An AI documentation surface for capturing assumptions, evidence, confidence, and open questions.

Model Notes: inspectable ai documentation
Year
2026
Focus
Inspectable AI documentation
Role
Product design, AI documentation patterns, interaction design, prototyping
Themes
AI documentation, Explainability, Knowledge work, Design systems

How can people understand what an AI-supported recommendation was based on later?

The human question behind the work

Case specimen

Inspectable AI documentation

Messy inputs
Model output · Source evidence · Assumptions · Reviewer notes
Working frame
Treat an AI output as a working note with evidence, confidence, assumptions, and unresolved questions attached.
Decision enabled
Help reviewers decide whether to accept, revise, investigate, or reject a generated recommendation.
What changed
The pattern reframed documentation as a review surface for judgement, not a passive record of generated text.
01

The situation

Context

As AI tools become part of everyday product and research work, teams need ways to capture how a recommendation was formed and where uncertainty remains.

Problem

Generated outputs can appear complete while hiding assumptions, weak evidence, or missing human context. That makes later review and accountability difficult.

02

The work

My role

I explored the information model, designed note structures, and prototyped interaction patterns for reviewing and annotating AI-supported work.

What made it hard

The challenge was making the documentation useful without turning every generated output into a heavy compliance artefact.

Process

I broke the output into layers: claim, source evidence, confidence, assumptions, reviewer comment, open question, and next action.

Key design decisions

The design used lightweight structured notes, visible confidence language, and clear prompts for human review rather than a long freeform audit trail.
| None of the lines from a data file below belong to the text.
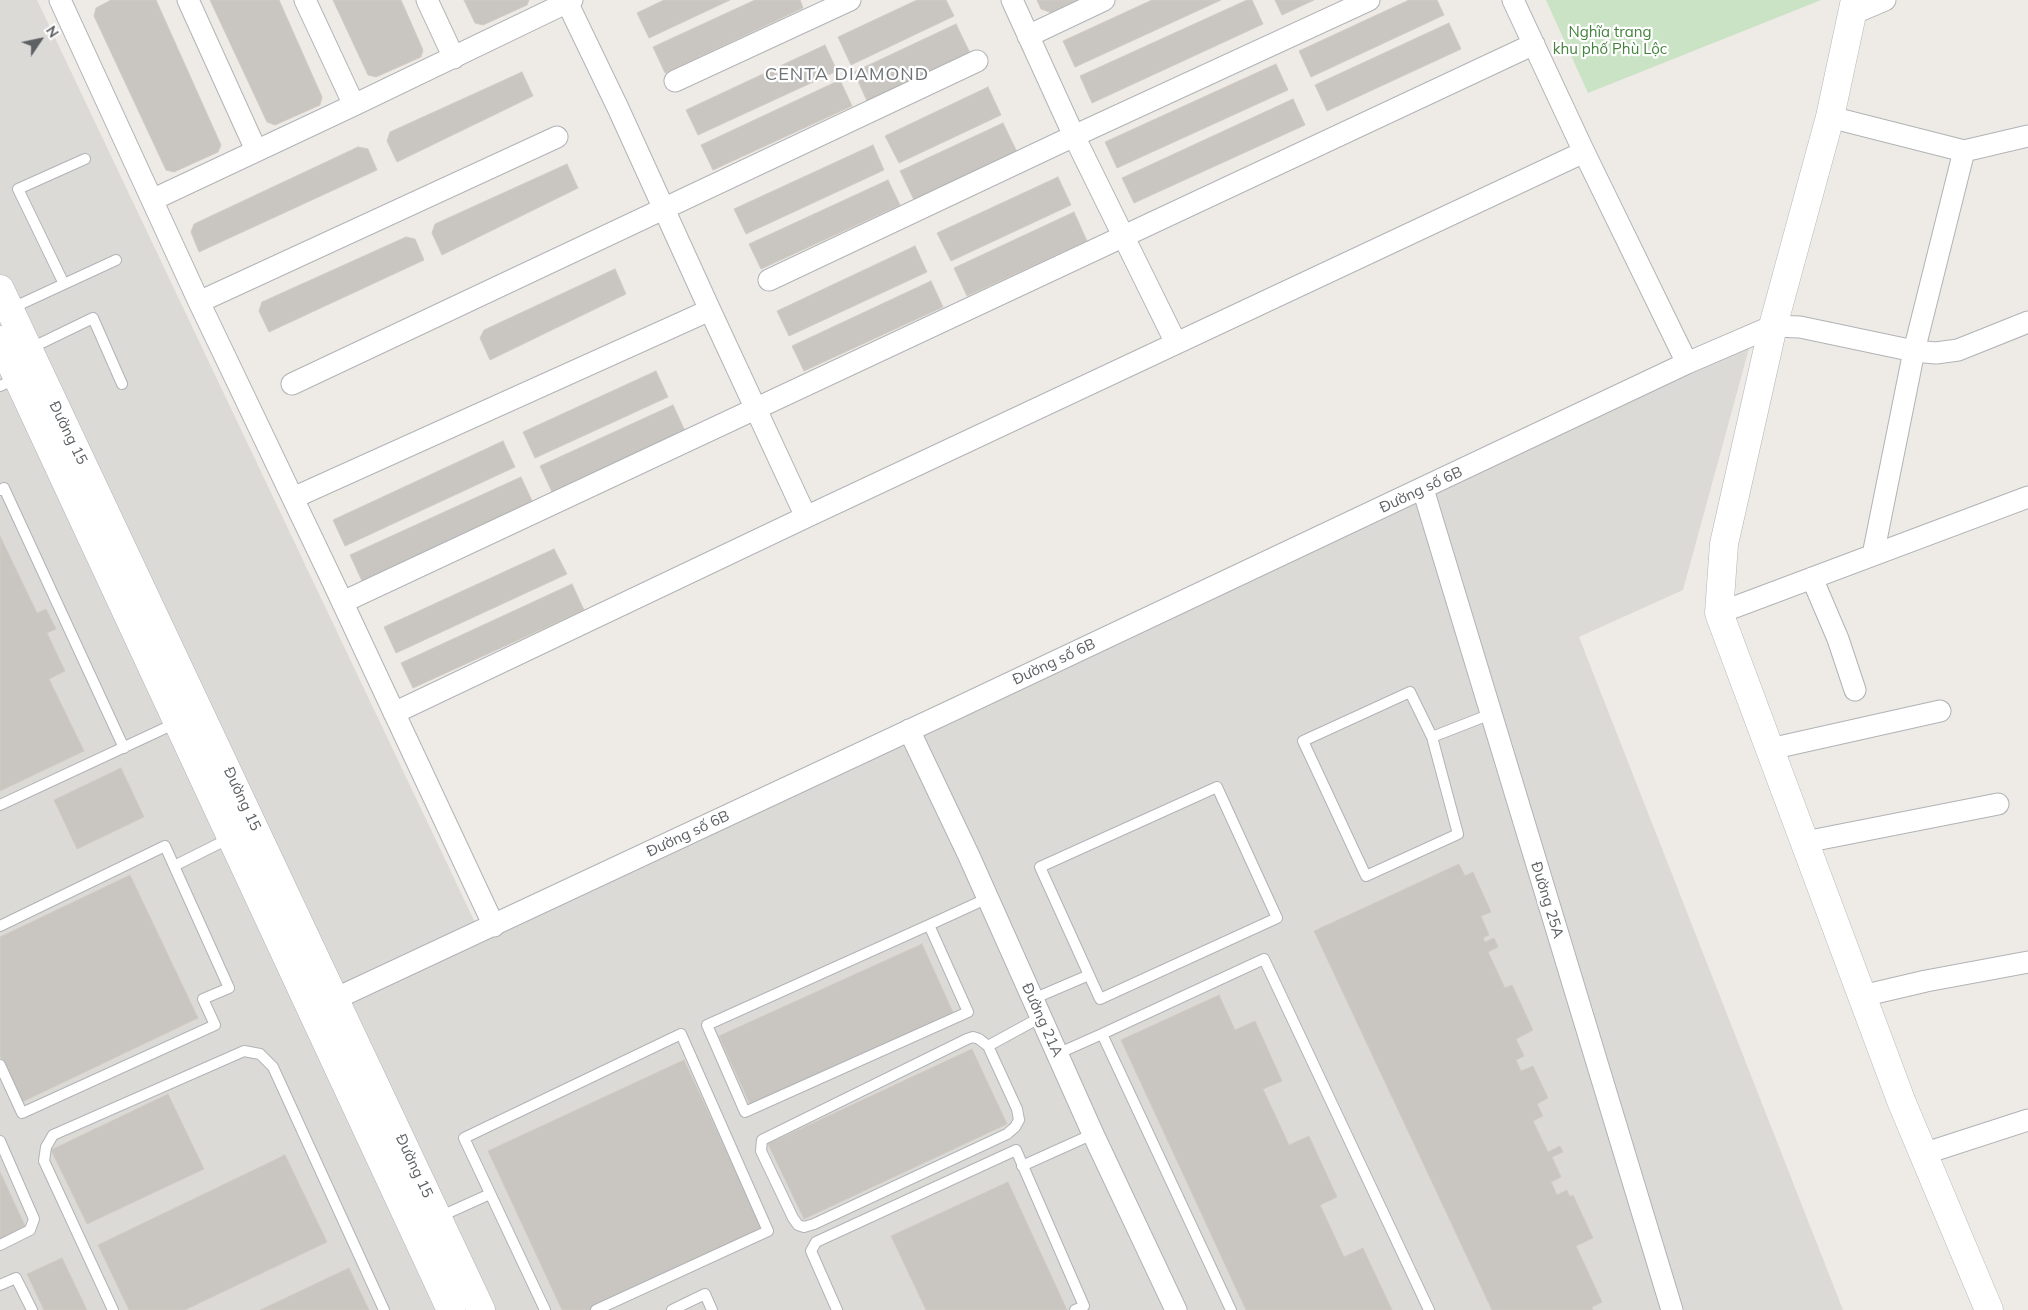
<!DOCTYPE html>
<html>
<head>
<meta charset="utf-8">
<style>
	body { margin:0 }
	#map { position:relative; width:2028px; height:1310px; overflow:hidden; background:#eeeae5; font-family:Mulish,sans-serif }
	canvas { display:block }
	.north { position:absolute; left:15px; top:15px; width:50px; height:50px; -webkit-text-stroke:4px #fff; paint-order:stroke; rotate:56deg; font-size:14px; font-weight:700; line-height:20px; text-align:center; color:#5d6164 }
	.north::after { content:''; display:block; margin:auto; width:18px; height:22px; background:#5d6164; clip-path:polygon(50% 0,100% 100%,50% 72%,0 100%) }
</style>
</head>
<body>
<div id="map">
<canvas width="2028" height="1310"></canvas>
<div class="north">N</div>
</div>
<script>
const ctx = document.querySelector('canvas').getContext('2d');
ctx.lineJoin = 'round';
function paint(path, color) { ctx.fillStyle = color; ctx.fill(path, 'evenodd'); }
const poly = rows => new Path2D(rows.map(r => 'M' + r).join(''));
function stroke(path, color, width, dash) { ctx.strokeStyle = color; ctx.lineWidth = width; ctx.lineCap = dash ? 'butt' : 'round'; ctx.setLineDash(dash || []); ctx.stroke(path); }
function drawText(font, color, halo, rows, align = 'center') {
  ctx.font = font + ' Mulish,sans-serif'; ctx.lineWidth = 4.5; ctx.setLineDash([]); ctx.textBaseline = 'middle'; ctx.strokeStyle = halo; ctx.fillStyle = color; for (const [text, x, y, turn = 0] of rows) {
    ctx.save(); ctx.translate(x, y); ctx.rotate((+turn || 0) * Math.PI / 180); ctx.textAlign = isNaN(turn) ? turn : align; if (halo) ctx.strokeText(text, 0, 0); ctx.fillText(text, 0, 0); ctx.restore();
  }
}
const industrial = poly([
	[0,0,37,0,481,935,1751,341,1683,590,1579,637,1843,1310,0,1310]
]);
const green = poly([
	[1546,0,1821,0,1588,93]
]);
const building = poly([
	[111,0,156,0,221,145,218,152,174,172,166,170,94,16,96,8,111,0],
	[210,0,279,0,322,97,320,105,275,125,267,122,210,0],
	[333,0,401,0,423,50,421,57,376,77,368,75,333,0],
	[464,0,529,0,527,5,483,25,475,23,464,0],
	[664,0,730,0,649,38,637,13,664,0],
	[755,0,800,0,803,8,665,73,653,47,755,0],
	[917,0,946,0,954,16,851,65,838,37,917,0],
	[1037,0,1087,0,1055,14,1041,9,1037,0],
	[1152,0,1221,0,1075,67,1063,41,1152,0],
	[1247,0,1252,0,1263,24,1092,103,1080,76,1247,0],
	[1275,0,1314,0,1282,15,1275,0],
	[1409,0,1437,0,1444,15,1311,77,1299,51,1409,0],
	[1449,23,1461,49,1327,111,1315,85,1449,23],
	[956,24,970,53,867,101,854,72,956,24],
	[825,45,837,71,698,135,686,110,825,45],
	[1276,64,1288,90,1117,168,1105,142,1276,64],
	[522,72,533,96,397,162,387,141,390,132,522,72],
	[840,80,852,106,713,170,701,145,840,80],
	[988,87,1001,115,899,163,885,136,988,87],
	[1293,99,1305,125,1134,203,1122,178,1293,99],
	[1003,123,1017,152,914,200,900,171,1003,123],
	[873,145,884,170,746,234,734,209,873,145],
	[358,147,368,149,377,170,199,252,191,232,194,224,358,147],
	[567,164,578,188,442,255,432,233,435,224,567,164],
	[1058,177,1071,205,951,261,937,233,1058,177],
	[888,180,900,205,761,269,749,244,888,180],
	[1074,212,1087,241,967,296,954,268,1074,212],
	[406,237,415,239,424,260,269,332,259,311,262,302,406,237],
	[915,246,927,272,789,336,777,311,915,246],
	[615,269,626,294,490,360,480,338,484,330,615,269],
	[931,281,943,307,804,371,792,346,931,281],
	[656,371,668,397,535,458,523,432,656,371],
	[673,405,685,431,552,492,540,466,673,405],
	[503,441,515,467,345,546,333,520,503,441],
	[521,477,533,503,362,581,350,555,521,477],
	[0,536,37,613,46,609,56,629,47,633,65,671,49,679,84,751,0,791,0,536],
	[554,549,567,574,396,653,384,627,554,549],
	[572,584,584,610,413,688,401,663,572,584],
	[121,768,144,817,77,849,54,800,121,768],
	[1459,864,1465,876,1473,872,1491,912,1481,916,1489,935,1483,938,1485,942,1494,938,1498,947,1488,952,1505,988,1512,985,1533,1030,1516,1039,1524,1056,1516,1060,1521,1071,1533,1066,1548,1098,1537,1104,1543,1116,1533,1121,1548,1152,1560,1146,1563,1152,1552,1157,1561,1177,1551,1182,1557,1195,1567,1190,1570,1197,1573,1195,1593,1238,1576,1246,1602,1302,1592,1307,1593,1310,1492,1310,1314,931,1459,864],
	[130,875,198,1018,22,1102,0,1056,0,937,130,875],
	[922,944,956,1019,753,1111,719,1036,922,944],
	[1219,995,1235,1030,1255,1021,1282,1081,1263,1089,1289,1145,1309,1136,1337,1197,1320,1205,1344,1257,1363,1248,1392,1310,1246,1310,1121,1040,1219,995],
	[972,1049,1007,1124,804,1219,768,1144,972,1049],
	[684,1060,765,1235,604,1310,562,1310,488,1151,684,1060],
	[168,1094,204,1169,87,1224,51,1150,168,1094],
	[285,1155,327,1242,185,1310,129,1310,98,1245,285,1155],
	[0,1172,27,1230,0,1242,0,1172],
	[1008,1182,1067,1310,926,1310,891,1236,1008,1182],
	[62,1258,87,1310,44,1310,27,1274,62,1258],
	[349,1268,369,1310,260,1310,349,1268]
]);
const lane = poly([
	[64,284,18,189,85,159],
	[10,309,116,260],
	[29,349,93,318,122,384],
	[0,386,17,378],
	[0,490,4,488,124,748],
	[1432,737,1458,834,1366,876,1303,741,1410,692,1432,737,1491,714],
	[0,805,176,723],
	[174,866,230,838],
	[929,925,968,1012,745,1112,707,1025,929,925,988,898],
	[0,926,165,846,229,988,203,999,215,1025,22,1113,0,1065],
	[1033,999,1089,975,1040,867,1217,787,1277,918,1100,999,1089,975],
	[1102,1034,1264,959,1429,1310],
	[988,1046,1017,1109,1019,1120,1015,1127,1007,1134,814,1224,804,1227,798,1225,793,1218,761,1151,762,1140,967,1039,973,1037,979,1039,988,1046,1041,1017],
	[1057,1054,1102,1034,1231,1310],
	[0,1141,34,1219,30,1230,0,1245],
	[1022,1166,1093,1134],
	[439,1217,490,1194],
	[0,1285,16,1278,32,1310],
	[113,1310,44,1161,46,1147,53,1135,244,1051,260,1054,273,1067,384,1310],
	[545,1310,464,1138,681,1034,768,1231,596,1310],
	[672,1310,705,1294,712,1310],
	[837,1310,811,1251,816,1242,1016,1150,1084,1306,1075,1310]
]);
const street = poly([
	[60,0,199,302,332,580,494,926],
	[188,0,256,150],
	[305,0,354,105],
	[427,0,454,58],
	[566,0,618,108,709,308,806,517],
	[1012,0,1074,136,1176,343],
	[1513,0,1584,152,1687,363],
	[1852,14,1885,0],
	[1028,36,1104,0],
	[675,81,850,0],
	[1830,117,1964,151,2028,136],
	[152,200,354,105,572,0],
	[769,280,1074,136,1369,0],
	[199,302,557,137],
	[292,384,977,61],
	[1423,489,1672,1310],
	[293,498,710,310],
	[1873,555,1914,351,1964,151],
	[1812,578,1838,639,1855,690],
	[343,602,1534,44],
	[1719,613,2028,497],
	[394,713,806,517,1584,152],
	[909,730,969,856,1093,1134,1176,1310],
	[1770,749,1940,711],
	[1805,842,1998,804],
	[1862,996,1926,981,2028,962],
	[322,1005,955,709,1687,363,1773,326,1800,327,1914,351,1936,353,1958,350,2028,322],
	[1923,1154,2028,1120]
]);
const secondary = poly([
	[1855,0,1830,117,1773,326,1724,544,1719,613,1902,1103,1989,1310],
	[0,289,481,1310],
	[0,340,451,1310]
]);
const parkNames = [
	["Nghĩa trang",1610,32],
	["khu phố Phù Lộc",1610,49]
];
const streetNames = [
	["Đường 15",68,433,64],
	["Đường số 6B",1421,490,-25],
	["Đường số 6B",1054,662,-25],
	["Đường 15",242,799,65],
	["Đường số 6B",688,834,-25],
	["Đường 25A",1547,900,73],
	["Đường 21A",1042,1020,66],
	["Đường 15",414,1166,65]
];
const quarterNames = [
	["CENTA DIAMOND",847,75]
];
paint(industrial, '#dcdad7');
paint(green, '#c9e3c4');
paint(building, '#c9c5c1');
stroke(building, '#d2cbc4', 1);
stroke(lane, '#b0b3b6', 12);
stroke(street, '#b0b3b6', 23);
stroke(secondary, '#b1b5b8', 29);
stroke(lane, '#fff', 10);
stroke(street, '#fff', 21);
stroke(secondary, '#fff', 28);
drawText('15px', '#45823e', '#fff', parkNames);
drawText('15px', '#5d6164', '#fff', streetNames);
ctx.letterSpacing = '1px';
drawText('18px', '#6e7376', '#fff', quarterNames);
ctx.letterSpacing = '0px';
</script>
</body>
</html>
Model Notes interface mockup 1
Model Notes interface mockup 2
03

What it changed

Outcome

The concept made it easier to discuss what a model produced, why it might be useful, and what still needed human judgement.

What I learned

AI documentation works best when it is close to the workflow. If it lives elsewhere, it becomes a chore instead of a thinking aid.

What I would do differently

I would explore how the pattern scales from individual notes to a searchable project memory without losing precision.